Miles Prentice, whose $75 million bid to buy the Kansas City Royals was rejected last week by baseball, is refusing to quit.

The New York lawyer, with 11 members of his investor group standing behind him, said Monday he is keeping his offer on the table while the Royals seek other possible owners.

"I want you and this community to know that I am not removing from the table our proposal," Prentice said during a news conference. "As the board pursues its various alternatives, it can do so with the assurance that there is still a viable proposal on the table."

The Royals' board approved Prentice's bid on Nov. 13, 1998. But baseball owners voted 29-1 in September to table consideration on his bid, and baseball's top lawyer sent the Royals a letter last Wednesday saying Prentice will not be approved.

Baseball gave no reason for the rejection, and Prentice declined to speculate.

"The Royals' board is dedicated obviously to keeping the sale price at a minimum of $75 million," Prentice said. "But what would happen if the Prentice group withdrew its bid and the board were to be faced with a lower offer from another source?

"The board would be faced with a terrible dilemma: Sell the team for a lower price - or open up bidding to purchasers who would be granted the right to move the team at some point in the future."

Founding owner Ewing Kauffman, who died in 1993, directed that the team be sold to a buyer who would promise to keep it in Kansas City, and that money from the sale be used to fund charities in the area.

Kauffman's succession plan contained a six-year period to find an owner who would keep the team in Kansas City. That runs out Jan. 1, 2002, and after that, the team must be sold to the highest bidder with no guarantees of where it will operate.

"Our proposal becomes a conscience protecting the character of Mr. Kauffman's legacy," Prentice said. "Major league baseball would have to look this community in the eye and tell it that rather than having the Prentice group own the team, the Kansas City Royals should be put on the national auction block and sold to an owner with the right to move the team from Kansas City."

Prentice said "90 percent" of his investment group remains solidly committed.

"We have the $75 million even if a few people opt out," he said. "When the Royals ask for new bids and new proposals, ours will be there."

Prentice's group includes some of Kansas City's most prominent families, including golfer Tom Watson and former Negro leagues star Buck O'Neil.

"We're focused on going forward," Prentice said. "If suitable alternatives don't come forward, then I believe we will be able to find a way to addres whatever issues they may have had. But we don't know what those issues are. I've talked to a couple of members of the board. They support me."

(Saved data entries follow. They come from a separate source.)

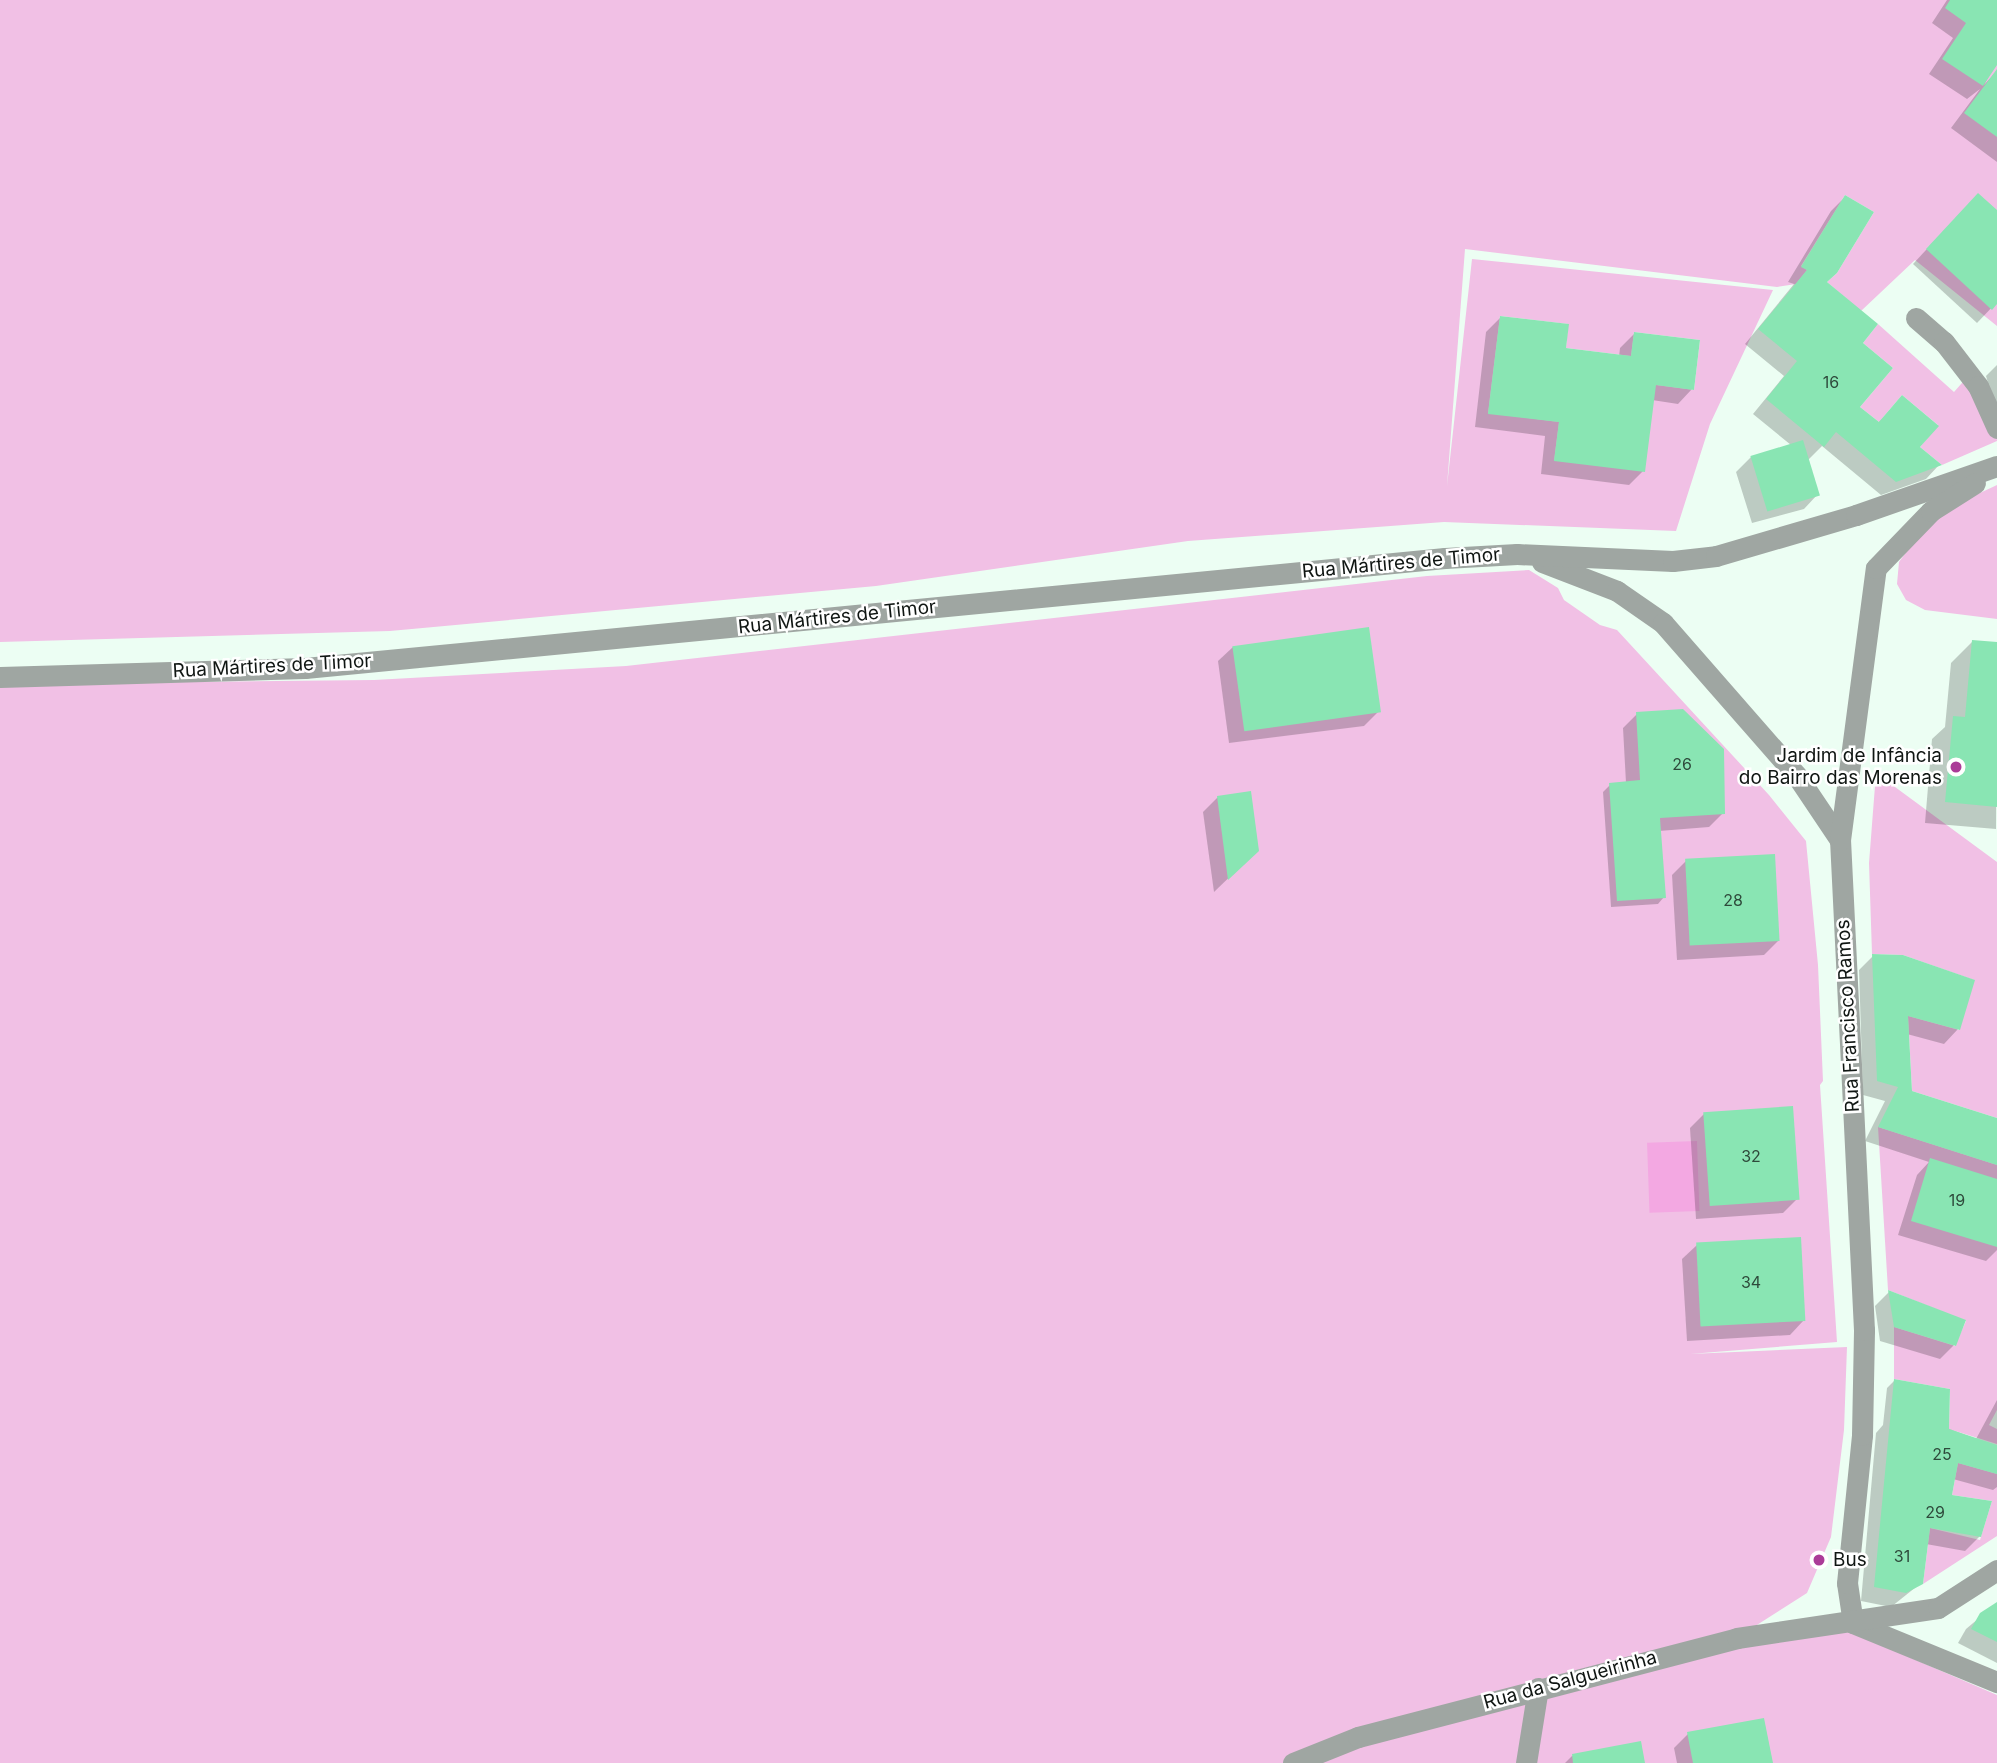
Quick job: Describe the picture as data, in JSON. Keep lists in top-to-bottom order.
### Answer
{
  "streets": {
    "street": ["Rua Mártires de Timor", "Rua Francisco Ramos", "Rua da Salgueirinha"]
  },
  "crossings": [
    ["Rua Mártires de Timor", "Rua Francisco Ramos"],
    ["Rua Francisco Ramos", "Rua da Salgueirinha"]
  ],
  "places": ["Jardim de Infância do Bairro das Morenas", "Bus"],
  "house_numbers": [
    "16",
    "26",
    "28",
    "32",
    "19",
    "34",
    "25",
    "29",
    "31"
  ]
}
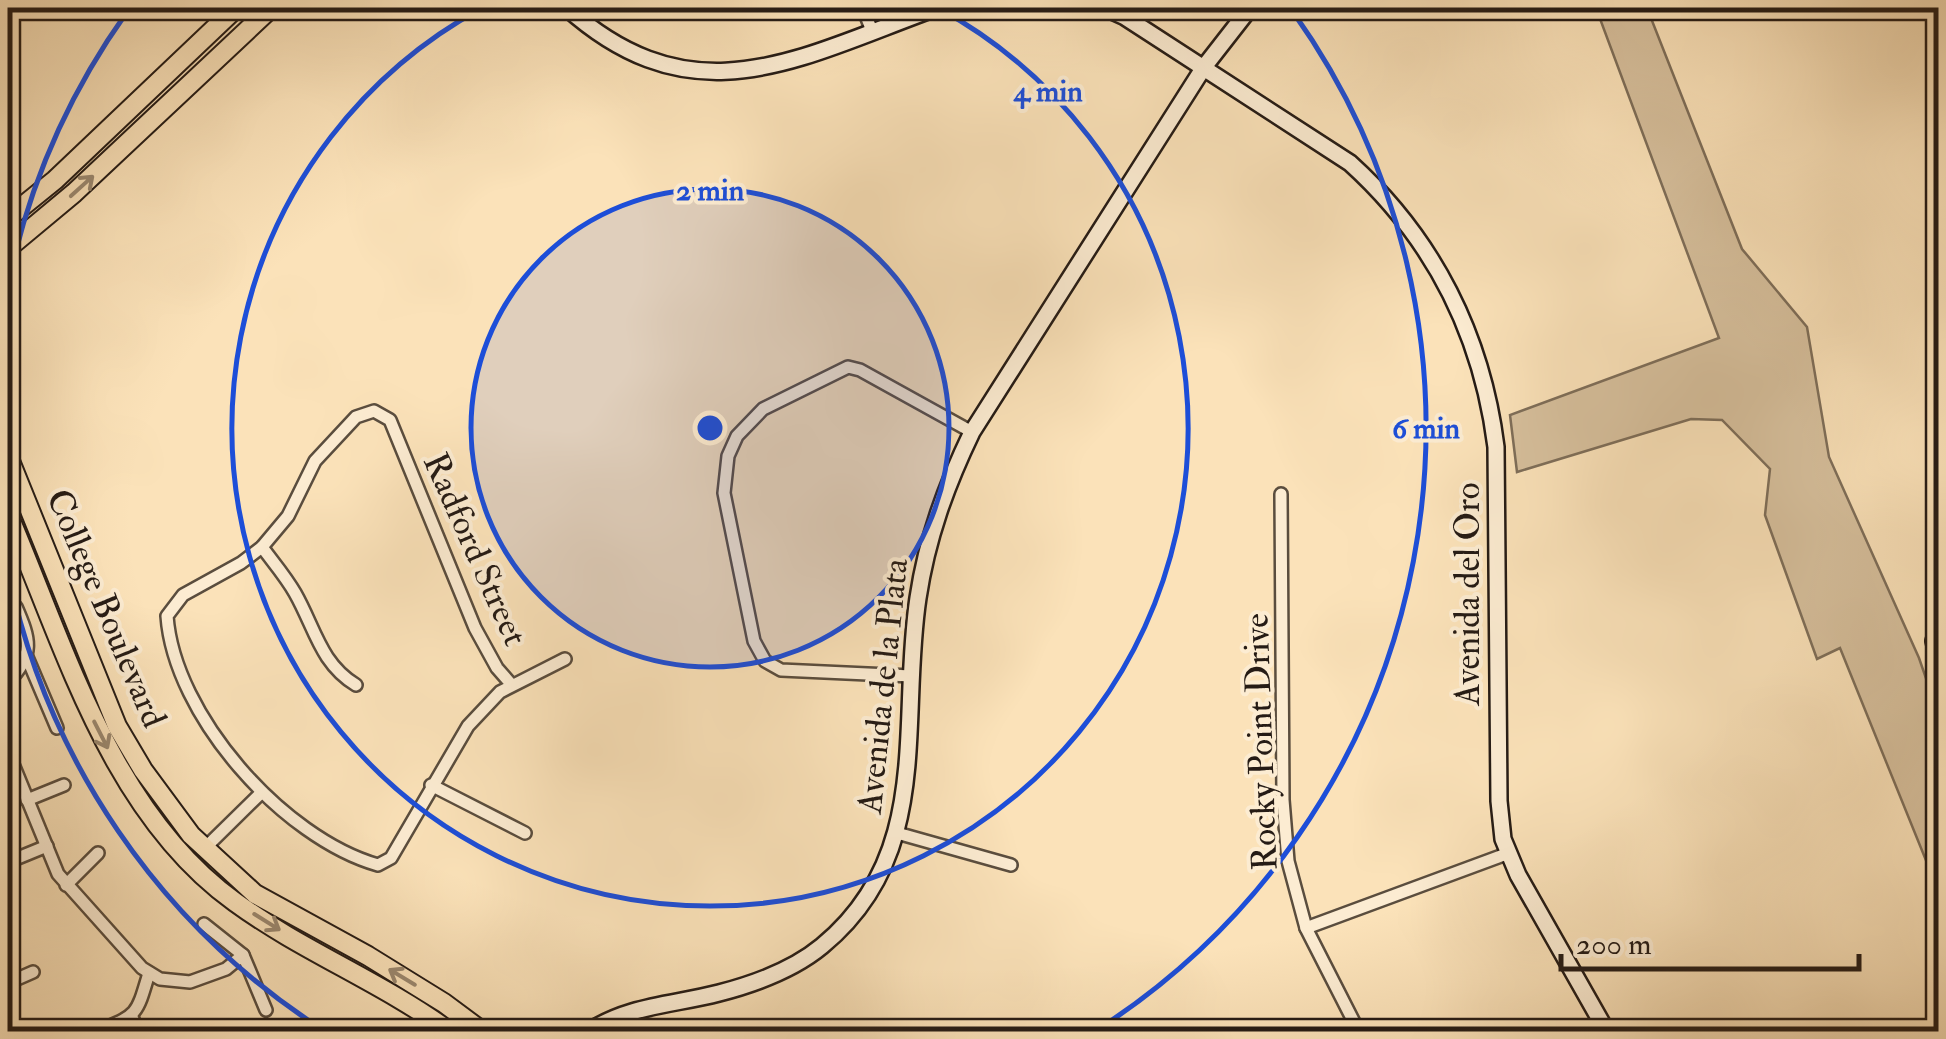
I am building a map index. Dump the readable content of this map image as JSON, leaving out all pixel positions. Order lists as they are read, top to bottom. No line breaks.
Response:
{"streets":{"main road":["College Boulevard"],"street":["Radford Street","Avenida del Oro","Avenida de la Plata","Rocky Point Drive"]},"crossings":[["Avenida del Oro","Avenida de la Plata"]],"scale_bar":"200 m","rings":["4 min","2 min","6 min"]}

Prentice said he was not planning any legal action against baseball. O'Neil said Prentice's personality may not be attractive to corporate-minded owners.

"I don't know how much of a chance he's got now," said O'Neil. "The powers that be in baseball have said no. My thinking is this

he's a baseball salesman in the image of a Calvin Griffith or a Bill Veeck, and that's just not where owners want to be these days."